PROBLEM REQUIREMENTS →
Retype all of the lines below with no changes.

PROVIDED RECORDS →
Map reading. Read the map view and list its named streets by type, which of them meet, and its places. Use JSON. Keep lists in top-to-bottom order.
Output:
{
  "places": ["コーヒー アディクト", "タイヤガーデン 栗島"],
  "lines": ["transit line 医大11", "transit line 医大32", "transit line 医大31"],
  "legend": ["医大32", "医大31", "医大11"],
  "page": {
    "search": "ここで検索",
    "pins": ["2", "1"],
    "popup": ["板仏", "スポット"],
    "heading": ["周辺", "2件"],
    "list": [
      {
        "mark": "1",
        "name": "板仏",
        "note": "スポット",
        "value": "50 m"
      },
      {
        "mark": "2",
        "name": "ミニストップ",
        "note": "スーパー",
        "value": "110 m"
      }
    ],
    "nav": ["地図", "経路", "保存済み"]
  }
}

RESPONSE TO THIS EXERCISE →
Map reading. Read the map view and list its named streets by type, which of them meet, and its places. Use JSON. Keep lists in top-to-bottom order.
Output:
{
  "places": ["コーヒー アディクト", "タイヤガーデン 栗島"],
  "lines": ["transit line 医大11", "transit line 医大32", "transit line 医大31"],
  "legend": ["医大32", "医大31", "医大11"],
  "page": {
    "search": "ここで検索",
    "pins": ["2", "1"],
    "popup": ["板仏", "スポット"],
    "heading": ["周辺", "2件"],
    "list": [
      {
        "mark": "1",
        "name": "板仏",
        "note": "スポット",
        "value": "50 m"
      },
      {
        "mark": "2",
        "name": "ミニストップ",
        "note": "スーパー",
        "value": "110 m"
      }
    ],
    "nav": ["地図", "経路", "保存済み"]
  }
}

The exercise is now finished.